:: DATA EXTRACT ::

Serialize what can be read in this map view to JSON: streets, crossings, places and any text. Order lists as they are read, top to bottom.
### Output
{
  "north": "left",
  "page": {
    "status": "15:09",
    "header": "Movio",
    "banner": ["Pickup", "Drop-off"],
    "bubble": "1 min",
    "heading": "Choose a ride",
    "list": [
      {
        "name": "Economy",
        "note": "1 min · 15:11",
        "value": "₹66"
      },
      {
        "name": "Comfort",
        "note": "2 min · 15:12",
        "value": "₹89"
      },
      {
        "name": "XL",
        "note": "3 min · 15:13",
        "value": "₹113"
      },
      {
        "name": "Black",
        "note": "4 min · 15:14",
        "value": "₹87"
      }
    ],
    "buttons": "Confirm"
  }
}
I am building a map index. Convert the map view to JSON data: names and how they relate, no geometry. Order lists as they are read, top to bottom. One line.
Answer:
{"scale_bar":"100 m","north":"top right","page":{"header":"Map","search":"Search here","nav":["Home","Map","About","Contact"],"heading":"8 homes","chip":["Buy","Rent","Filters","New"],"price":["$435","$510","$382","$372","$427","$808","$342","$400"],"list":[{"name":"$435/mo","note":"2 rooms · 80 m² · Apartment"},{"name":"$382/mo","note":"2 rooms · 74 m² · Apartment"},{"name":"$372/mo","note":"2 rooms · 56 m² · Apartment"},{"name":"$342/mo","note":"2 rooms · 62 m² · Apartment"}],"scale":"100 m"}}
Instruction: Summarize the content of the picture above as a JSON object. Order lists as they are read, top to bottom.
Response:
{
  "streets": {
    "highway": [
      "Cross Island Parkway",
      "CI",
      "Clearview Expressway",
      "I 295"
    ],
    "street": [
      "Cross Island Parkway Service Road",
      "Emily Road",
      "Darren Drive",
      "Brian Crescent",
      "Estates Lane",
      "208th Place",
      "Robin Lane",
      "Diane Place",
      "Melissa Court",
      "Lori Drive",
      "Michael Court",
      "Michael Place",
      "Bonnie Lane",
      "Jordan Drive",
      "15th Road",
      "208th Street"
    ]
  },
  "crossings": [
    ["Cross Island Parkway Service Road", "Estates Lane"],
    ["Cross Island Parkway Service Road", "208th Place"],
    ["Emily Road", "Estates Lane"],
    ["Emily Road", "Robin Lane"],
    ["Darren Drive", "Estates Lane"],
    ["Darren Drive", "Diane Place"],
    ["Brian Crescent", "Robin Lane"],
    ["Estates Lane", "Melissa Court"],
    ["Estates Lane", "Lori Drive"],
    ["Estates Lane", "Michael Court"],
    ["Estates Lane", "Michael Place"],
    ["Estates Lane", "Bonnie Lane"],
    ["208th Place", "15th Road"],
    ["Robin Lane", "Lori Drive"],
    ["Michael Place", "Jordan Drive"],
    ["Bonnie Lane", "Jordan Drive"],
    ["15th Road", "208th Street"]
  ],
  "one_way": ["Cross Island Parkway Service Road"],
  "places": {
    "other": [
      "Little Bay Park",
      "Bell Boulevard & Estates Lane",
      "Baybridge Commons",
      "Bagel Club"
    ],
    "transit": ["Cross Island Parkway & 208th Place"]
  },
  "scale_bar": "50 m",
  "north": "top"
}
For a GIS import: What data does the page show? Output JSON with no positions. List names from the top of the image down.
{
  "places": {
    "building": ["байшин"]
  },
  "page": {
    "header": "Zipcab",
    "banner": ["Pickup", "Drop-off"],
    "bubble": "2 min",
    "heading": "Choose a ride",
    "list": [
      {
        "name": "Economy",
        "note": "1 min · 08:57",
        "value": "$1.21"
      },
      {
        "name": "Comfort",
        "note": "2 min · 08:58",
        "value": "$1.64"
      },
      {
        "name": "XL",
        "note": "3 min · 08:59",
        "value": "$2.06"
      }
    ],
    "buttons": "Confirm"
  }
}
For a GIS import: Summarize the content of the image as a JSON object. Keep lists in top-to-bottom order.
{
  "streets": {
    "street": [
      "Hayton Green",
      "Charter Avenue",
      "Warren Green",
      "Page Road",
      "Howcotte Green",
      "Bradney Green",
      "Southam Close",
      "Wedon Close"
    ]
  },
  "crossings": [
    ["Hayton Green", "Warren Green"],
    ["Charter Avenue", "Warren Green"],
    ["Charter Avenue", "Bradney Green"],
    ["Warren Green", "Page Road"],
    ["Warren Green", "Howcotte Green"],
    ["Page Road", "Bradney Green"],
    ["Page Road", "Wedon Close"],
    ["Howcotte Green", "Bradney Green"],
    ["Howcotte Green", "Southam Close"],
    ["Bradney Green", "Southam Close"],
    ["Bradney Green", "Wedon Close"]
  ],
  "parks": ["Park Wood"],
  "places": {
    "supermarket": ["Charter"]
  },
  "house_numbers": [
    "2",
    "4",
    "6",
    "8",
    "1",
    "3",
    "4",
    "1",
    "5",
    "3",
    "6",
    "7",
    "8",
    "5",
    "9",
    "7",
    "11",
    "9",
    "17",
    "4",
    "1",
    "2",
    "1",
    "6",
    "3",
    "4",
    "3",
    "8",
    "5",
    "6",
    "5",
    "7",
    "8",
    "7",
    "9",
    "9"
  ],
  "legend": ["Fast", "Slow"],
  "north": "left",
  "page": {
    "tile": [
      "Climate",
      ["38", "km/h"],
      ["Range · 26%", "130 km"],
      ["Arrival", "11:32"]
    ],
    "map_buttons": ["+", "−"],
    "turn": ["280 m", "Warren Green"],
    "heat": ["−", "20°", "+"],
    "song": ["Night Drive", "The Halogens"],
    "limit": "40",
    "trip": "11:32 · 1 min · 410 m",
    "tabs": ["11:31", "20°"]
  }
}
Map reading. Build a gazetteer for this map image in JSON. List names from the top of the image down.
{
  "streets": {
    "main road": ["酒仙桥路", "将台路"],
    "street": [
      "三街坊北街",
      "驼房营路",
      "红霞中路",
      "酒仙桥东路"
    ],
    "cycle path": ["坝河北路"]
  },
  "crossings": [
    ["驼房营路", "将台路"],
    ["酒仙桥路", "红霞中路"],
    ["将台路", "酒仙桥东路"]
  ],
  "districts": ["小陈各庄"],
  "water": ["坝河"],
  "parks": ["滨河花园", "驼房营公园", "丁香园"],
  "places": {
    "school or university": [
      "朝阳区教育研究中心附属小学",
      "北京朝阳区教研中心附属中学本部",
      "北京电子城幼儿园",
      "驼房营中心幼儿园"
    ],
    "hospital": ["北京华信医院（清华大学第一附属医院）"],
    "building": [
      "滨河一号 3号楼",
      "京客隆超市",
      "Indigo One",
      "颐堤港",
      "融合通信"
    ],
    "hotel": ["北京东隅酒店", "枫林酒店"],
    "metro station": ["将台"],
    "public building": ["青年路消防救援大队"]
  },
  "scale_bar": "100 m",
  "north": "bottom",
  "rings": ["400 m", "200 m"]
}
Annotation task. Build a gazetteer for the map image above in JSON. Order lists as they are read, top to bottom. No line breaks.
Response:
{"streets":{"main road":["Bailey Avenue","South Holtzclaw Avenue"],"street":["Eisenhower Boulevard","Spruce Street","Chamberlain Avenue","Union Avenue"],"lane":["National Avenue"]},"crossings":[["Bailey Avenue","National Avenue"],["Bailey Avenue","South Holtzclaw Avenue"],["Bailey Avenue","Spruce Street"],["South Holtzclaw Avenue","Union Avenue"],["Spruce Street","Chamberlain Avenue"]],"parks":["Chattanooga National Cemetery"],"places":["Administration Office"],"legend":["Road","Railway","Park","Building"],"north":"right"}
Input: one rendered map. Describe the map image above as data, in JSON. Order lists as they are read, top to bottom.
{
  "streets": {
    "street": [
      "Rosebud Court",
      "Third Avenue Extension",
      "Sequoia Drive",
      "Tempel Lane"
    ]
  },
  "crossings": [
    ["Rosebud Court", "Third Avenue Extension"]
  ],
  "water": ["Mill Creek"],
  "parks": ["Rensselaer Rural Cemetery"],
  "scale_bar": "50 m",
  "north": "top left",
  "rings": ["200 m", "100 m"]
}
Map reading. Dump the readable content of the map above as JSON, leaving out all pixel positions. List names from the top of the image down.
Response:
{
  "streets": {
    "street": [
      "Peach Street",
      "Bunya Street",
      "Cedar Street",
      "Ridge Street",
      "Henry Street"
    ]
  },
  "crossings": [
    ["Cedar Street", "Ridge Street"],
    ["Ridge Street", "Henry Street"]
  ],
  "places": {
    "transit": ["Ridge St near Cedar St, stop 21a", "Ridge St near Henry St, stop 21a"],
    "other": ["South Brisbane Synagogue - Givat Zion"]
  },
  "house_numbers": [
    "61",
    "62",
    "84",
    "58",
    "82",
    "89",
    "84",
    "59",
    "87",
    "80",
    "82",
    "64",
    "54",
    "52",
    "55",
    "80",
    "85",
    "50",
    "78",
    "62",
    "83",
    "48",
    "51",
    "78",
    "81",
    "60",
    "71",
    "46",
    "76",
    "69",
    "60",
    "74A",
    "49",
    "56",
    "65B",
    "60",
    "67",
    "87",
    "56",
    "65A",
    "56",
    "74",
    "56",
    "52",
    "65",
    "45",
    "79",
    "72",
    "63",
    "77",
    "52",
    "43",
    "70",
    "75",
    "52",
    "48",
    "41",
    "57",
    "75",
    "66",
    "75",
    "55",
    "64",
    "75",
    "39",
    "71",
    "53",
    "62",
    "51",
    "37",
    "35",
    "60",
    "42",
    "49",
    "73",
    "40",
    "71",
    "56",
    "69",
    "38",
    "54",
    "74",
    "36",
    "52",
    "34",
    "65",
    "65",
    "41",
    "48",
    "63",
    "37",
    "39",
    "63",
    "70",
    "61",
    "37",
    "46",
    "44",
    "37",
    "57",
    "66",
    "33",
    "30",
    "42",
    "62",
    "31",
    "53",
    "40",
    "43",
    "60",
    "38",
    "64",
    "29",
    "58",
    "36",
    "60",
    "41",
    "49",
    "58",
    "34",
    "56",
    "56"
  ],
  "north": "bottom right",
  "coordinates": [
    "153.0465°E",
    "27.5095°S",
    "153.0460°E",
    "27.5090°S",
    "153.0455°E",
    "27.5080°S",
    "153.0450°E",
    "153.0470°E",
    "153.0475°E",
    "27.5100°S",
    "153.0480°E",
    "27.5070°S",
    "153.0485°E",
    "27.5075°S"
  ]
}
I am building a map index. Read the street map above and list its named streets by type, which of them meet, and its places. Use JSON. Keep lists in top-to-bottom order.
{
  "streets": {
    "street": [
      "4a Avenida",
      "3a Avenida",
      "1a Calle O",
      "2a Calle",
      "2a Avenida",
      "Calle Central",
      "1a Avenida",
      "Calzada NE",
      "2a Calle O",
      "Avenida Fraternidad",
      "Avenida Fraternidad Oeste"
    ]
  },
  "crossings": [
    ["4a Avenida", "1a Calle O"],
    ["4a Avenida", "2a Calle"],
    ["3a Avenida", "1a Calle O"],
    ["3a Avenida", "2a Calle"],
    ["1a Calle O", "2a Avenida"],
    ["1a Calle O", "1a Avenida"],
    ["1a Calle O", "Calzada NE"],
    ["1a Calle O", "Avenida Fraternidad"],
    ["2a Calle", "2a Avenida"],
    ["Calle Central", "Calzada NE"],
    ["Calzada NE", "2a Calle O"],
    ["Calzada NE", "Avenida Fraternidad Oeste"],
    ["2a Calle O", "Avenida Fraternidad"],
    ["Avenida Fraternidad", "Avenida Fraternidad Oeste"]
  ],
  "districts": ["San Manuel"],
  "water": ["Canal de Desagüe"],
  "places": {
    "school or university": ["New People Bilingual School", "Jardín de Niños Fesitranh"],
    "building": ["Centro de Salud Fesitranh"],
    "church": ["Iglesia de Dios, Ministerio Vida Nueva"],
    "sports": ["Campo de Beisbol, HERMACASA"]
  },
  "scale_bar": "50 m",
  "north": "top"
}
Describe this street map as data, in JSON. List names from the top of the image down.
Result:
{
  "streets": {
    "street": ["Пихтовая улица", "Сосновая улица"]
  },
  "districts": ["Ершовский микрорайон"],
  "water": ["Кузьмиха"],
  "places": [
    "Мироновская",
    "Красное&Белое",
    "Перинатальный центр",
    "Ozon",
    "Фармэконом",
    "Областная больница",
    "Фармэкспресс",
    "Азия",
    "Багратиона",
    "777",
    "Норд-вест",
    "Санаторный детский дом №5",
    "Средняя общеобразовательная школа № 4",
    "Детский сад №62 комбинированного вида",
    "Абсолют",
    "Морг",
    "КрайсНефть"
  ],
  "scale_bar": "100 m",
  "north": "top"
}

:::

When the line containing "Instruction: Summarize the" is reached, include it and stop. Until then, output each line of the entries exactly as given, starting from the first.

- [RESPONSE AREA]:
Serialize what can be read in this map view to JSON: streets, crossings, places and any text. Order lists as they are read, top to bottom.
### Output
{
  "north": "left",
  "page": {
    "status": "15:09",
    "header": "Movio",
    "banner": ["Pickup", "Drop-off"],
    "bubble": "1 min",
    "heading": "Choose a ride",
    "list": [
      {
        "name": "Economy",
        "note": "1 min · 15:11",
        "value": "₹66"
      },
      {
        "name": "Comfort",
        "note": "2 min · 15:12",
        "value": "₹89"
      },
      {
        "name": "XL",
        "note": "3 min · 15:13",
        "value": "₹113"
      },
      {
        "name": "Black",
        "note": "4 min · 15:14",
        "value": "₹87"
      }
    ],
    "buttons": "Confirm"
  }
}
I am building a map index. Convert the map view to JSON data: names and how they relate, no geometry. Order lists as they are read, top to bottom. One line.
Answer:
{"scale_bar":"100 m","north":"top right","page":{"header":"Map","search":"Search here","nav":["Home","Map","About","Contact"],"heading":"8 homes","chip":["Buy","Rent","Filters","New"],"price":["$435","$510","$382","$372","$427","$808","$342","$400"],"list":[{"name":"$435/mo","note":"2 rooms · 80 m² · Apartment"},{"name":"$382/mo","note":"2 rooms · 74 m² · Apartment"},{"name":"$372/mo","note":"2 rooms · 56 m² · Apartment"},{"name":"$342/mo","note":"2 rooms · 62 m² · Apartment"}],"scale":"100 m"}}
Instruction: Summarize the content of the picture above as a JSON object. Order lists as they are read, top to bottom.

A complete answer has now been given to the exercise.